Stored items —
+---+

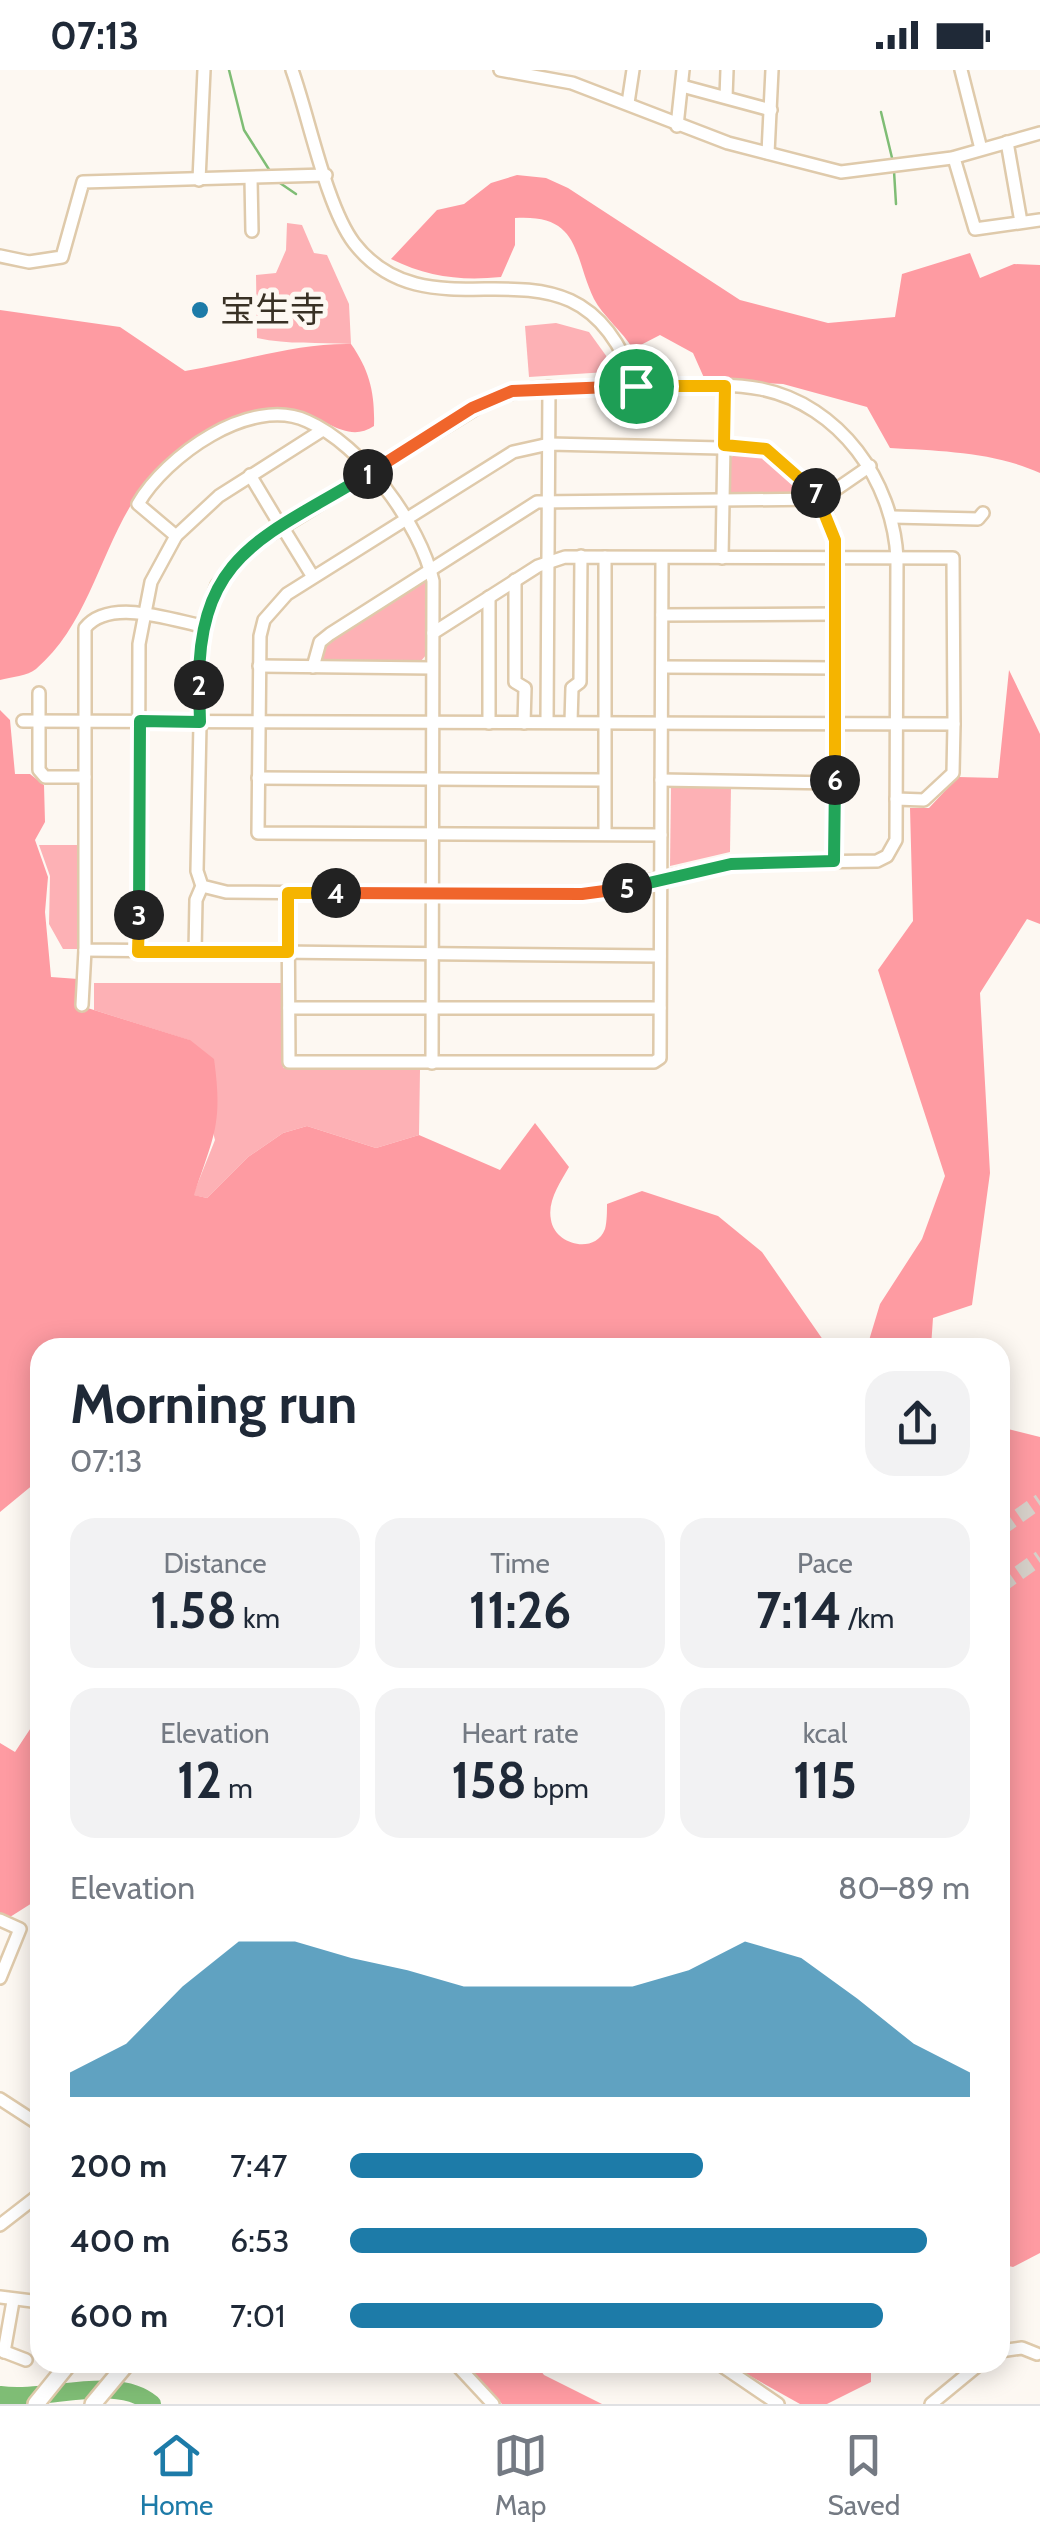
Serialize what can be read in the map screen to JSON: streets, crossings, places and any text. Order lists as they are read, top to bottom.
{
  "places": ["宝生寺"],
  "page": {
    "status": "07:13",
    "pins": [
      "1",
      "7",
      "2",
      "6",
      "5",
      "4",
      "3"
    ],
    "heading": ["Morning run", "07:13"],
    "stats": [
      ["Distance", "1.58 km"],
      ["Time", "11:26"],
      ["Pace", "7:14 /km"],
      ["Elevation", "12 m"],
      ["Heart rate", "158 bpm"],
      ["kcal", "115"]
    ],
    "chart": ["Elevation", "80–89 m"],
    "list": [
      {
        "name": "200 m",
        "note": "7:47"
      },
      {
        "name": "400 m",
        "note": "6:53"
      },
      {
        "name": "600 m",
        "note": "7:01"
      }
    ],
    "tabs": ["Home", "Map", "Saved"]
  }
}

+---+

What is expected —
Would you reproduce the records exactly as they stand, but without the pictures?

Exercise response —
Serialize what can be read in the map screen to JSON: streets, crossings, places and any text. Order lists as they are read, top to bottom.
{
  "places": ["宝生寺"],
  "page": {
    "status": "07:13",
    "pins": [
      "1",
      "7",
      "2",
      "6",
      "5",
      "4",
      "3"
    ],
    "heading": ["Morning run", "07:13"],
    "stats": [
      ["Distance", "1.58 km"],
      ["Time", "11:26"],
      ["Pace", "7:14 /km"],
      ["Elevation", "12 m"],
      ["Heart rate", "158 bpm"],
      ["kcal", "115"]
    ],
    "chart": ["Elevation", "80–89 m"],
    "list": [
      {
        "name": "200 m",
        "note": "7:47"
      },
      {
        "name": "400 m",
        "note": "6:53"
      },
      {
        "name": "600 m",
        "note": "7:01"
      }
    ],
    "tabs": ["Home", "Map", "Saved"]
  }
}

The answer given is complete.